Given records
+ + + +
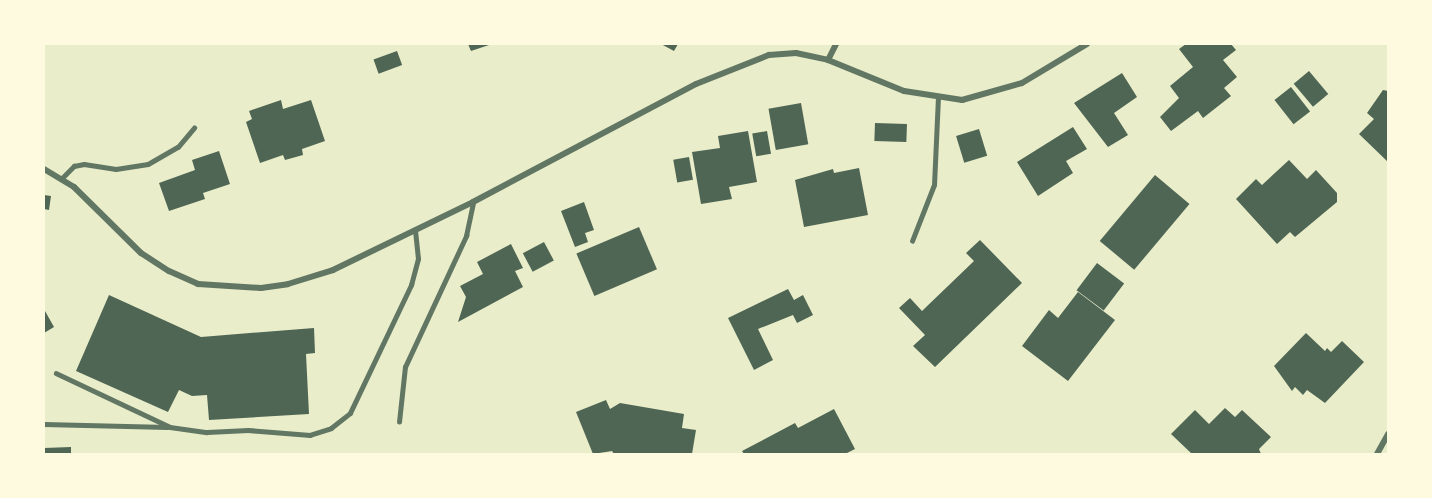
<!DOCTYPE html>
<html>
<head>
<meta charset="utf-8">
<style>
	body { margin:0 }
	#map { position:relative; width:1432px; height:498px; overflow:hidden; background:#e9edc9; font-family:"Zilla Slab",serif }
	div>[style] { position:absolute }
	.building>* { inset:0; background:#4f6655; transform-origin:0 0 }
	.service>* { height:4.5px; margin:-2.25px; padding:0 2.25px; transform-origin:2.25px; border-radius:2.25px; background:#617663 }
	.minor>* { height:6px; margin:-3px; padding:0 3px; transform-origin:3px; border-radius:3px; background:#617663 }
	span { translate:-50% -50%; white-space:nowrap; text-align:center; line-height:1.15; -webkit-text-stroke:6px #fefae0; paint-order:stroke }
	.frame { position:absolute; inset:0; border:45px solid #fefae0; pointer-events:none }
</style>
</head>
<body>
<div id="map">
	<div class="building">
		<div style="clip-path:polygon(468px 44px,492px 44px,471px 51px)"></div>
		<div style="clip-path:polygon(661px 44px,678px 44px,674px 51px)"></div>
		<div style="clip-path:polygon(1186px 44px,1231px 44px,1236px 50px,1223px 60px,1237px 77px,1224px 88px,1231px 96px,1203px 118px,1198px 111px,1171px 131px,1160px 117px,1179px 98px,1170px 86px,1193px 67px,1179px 49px)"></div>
		<div style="left:397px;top:51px;width:15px;height:25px;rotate:70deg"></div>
		<div style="left:1309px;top:71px;width:30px;height:20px;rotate:50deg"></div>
		<div style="clip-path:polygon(1122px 73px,1137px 97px,1114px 113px,1128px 135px,1108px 147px,1074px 103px)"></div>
		<div style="left:1291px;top:87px;width:31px;height:21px;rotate:52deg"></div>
		<div style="clip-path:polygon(1383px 90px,1388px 91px,1388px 162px,1359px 134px,1374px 119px,1367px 113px)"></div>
		<div style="clip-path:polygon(281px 100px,283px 109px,311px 100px,325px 141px,302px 149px,303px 155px,285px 160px,283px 155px,260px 163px,246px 122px,252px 119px,249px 111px)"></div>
		<div style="left:801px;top:103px;width:42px;height:33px;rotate:80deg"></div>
		<div style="left:875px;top:123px;width:32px;height:18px;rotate:2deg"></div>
		<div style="clip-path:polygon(1073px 127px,1087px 149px,1066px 161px,1073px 173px,1038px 196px,1017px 162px)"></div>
		<div style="left:979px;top:129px;width:28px;height:24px;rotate:73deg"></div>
		<div style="clip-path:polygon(748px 131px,757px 182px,729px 187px,732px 199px,701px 204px,692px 152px,720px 148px,718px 136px)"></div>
		<div style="left:767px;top:131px;width:23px;height:15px;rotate:80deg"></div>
		<div style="clip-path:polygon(219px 151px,230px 184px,203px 193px,205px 199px,169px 211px,159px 183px,195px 170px,192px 160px)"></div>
		<div style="left:689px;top:157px;width:23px;height:16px;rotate:80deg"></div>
		<div style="clip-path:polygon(1289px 160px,1307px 179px,1316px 170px,1337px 193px,1337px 202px,1295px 237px,1290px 232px,1277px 244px,1236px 199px,1256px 179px,1262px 185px)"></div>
		<div style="clip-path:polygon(859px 168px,868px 215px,804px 227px,795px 180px,833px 169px,834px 173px)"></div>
		<div style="left:1155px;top:175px;width:45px;height:86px;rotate:40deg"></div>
		<div style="clip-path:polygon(44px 195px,51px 196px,49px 210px,44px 209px)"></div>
		<div style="clip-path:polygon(584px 202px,594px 230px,585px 233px,588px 242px,575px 247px,561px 211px)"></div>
		<div style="left:639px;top:227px;width:46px;height:68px;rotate:67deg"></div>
		<div style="clip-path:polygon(980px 240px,1022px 283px,935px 367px,913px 346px,925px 335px,899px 308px,910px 298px,922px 311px,974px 261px,966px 253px)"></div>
		<div style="left:544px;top:242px;width:21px;height:24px;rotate:62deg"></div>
		<div style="clip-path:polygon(511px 244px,523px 268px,515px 271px,523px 287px,458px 322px,466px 297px,460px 286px,483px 274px,477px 262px)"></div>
		<div style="left:1097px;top:263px;width:34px;height:34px;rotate:37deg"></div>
		<div style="clip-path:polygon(788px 289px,794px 300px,803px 295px,813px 315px,797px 323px,793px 315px,758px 329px,773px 360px,754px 370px,728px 318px)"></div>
		<div style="clip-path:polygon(1078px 292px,1115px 320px,1068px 381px,1022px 346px,1049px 310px,1058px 318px)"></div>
		<div style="clip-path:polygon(109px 295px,201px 337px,314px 328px,315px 353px,306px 354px,309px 414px,209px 420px,207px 395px,192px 396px,179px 390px,168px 412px,76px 371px)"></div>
		<div style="clip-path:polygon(45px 311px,54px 327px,44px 333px,44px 312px)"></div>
		<div style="clip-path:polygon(1306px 333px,1325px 351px,1327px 348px,1331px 352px,1342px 341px,1364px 362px,1325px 403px,1307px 390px,1303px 395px,1295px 387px,1292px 391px,1274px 366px)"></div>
		<div style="clip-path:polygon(606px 400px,610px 409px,620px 403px,684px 414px,682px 428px,696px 430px,692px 454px,614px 454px,612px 451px,593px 454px,576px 412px)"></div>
		<div style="clip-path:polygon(1225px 408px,1235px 417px,1242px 410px,1271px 437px,1259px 449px,1261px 454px,1192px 454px,1171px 434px,1195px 410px,1209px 424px)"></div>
		<div style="clip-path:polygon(834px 409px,855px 449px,845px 454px,744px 454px,742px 451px,795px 423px,798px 428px)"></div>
		<div style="clip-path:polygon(71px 447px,71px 454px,44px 454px,44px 448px)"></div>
	</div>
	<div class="service">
		<div style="left:62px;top:178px;width:17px;rotate:-45deg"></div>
		<div style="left:74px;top:166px;width:10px;rotate:-11deg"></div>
		<div style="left:84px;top:164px;width:32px;rotate:9deg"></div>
		<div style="left:116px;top:169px;width:32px;rotate:-9deg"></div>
		<div style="left:148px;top:164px;width:34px;rotate:-30deg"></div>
		<div style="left:178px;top:147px;width:25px;rotate:-50deg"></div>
		<div style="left:912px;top:241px;width:60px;rotate:-68.6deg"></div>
		<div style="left:934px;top:185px;width:87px;rotate:-87.4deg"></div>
		<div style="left:56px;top:373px;width:126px;rotate:25.3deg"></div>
		<div style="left:170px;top:427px;width:37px;rotate:8deg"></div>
		<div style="left:207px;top:432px;width:41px;rotate:-2.8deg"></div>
		<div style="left:248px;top:430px;width:62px;rotate:4.6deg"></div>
		<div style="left:310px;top:435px;width:22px;rotate:-18deg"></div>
		<div style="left:331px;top:428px;width:24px;rotate:-38deg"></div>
		<div style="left:350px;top:413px;width:142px;rotate:-64.5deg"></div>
		<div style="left:411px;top:285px;width:27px;rotate:-75deg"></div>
		<div style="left:418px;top:259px;width:29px;rotate:-96deg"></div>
		<div style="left:399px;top:422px;width:55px;rotate:-83.8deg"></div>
		<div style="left:405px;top:367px;width:145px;rotate:-65deg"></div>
		<div style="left:466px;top:236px;width:35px;rotate:-78deg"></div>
		<div style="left:44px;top:424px;width:123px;rotate:1.4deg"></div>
	</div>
	<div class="minor">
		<div style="left:828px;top:60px;width:18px;rotate:-63deg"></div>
		<div style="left:44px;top:169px;width:35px;rotate:31deg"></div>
		<div style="left:74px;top:187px;width:94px;rotate:44.6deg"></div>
		<div style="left:141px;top:253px;width:33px;rotate:33deg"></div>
		<div style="left:169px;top:271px;width:32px;rotate:24deg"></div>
		<div style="left:198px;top:284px;width:63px;rotate:3.6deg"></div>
		<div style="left:261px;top:288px;width:27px;rotate:-8deg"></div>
		<div style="left:288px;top:284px;width:47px;rotate:-17.3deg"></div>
		<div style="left:333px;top:270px;width:156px;rotate:-25.9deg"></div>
		<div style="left:473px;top:202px;width:252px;rotate:-27.9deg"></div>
		<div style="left:696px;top:84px;width:79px;rotate:-21.7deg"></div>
		<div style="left:769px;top:55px;width:27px;rotate:-4deg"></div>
		<div style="left:796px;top:53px;width:33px;rotate:12deg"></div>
		<div style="left:828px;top:60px;width:82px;rotate:22.2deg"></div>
		<div style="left:904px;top:91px;width:59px;rotate:8.8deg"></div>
		<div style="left:962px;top:100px;width:62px;rotate:-15.8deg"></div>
		<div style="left:1022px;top:83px;width:76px;rotate:-31deg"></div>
		<div style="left:1377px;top:454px;width:23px;rotate:-61deg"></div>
	</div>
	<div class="frame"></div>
</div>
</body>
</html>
+ + + +
Work to complete
An exact copy of the lines above between the line holding "position:relative; width:1432px; height:498px;" and the line holding "height:4.5px; margin:-2.25px; padding:0", inclusive, is the whole answer.

Solution
	#map { position:relative; width:1432px; height:498px; overflow:hidden; background:#e9edc9; font-family:"Zilla Slab",serif }
	div>[style] { position:absolute }
	.building>* { inset:0; background:#4f6655; transform-origin:0 0 }
	.service>* { height:4.5px; margin:-2.25px; padding:0 2.25px; transform-origin:2.25px; border-radius:2.25px; background:#617663 }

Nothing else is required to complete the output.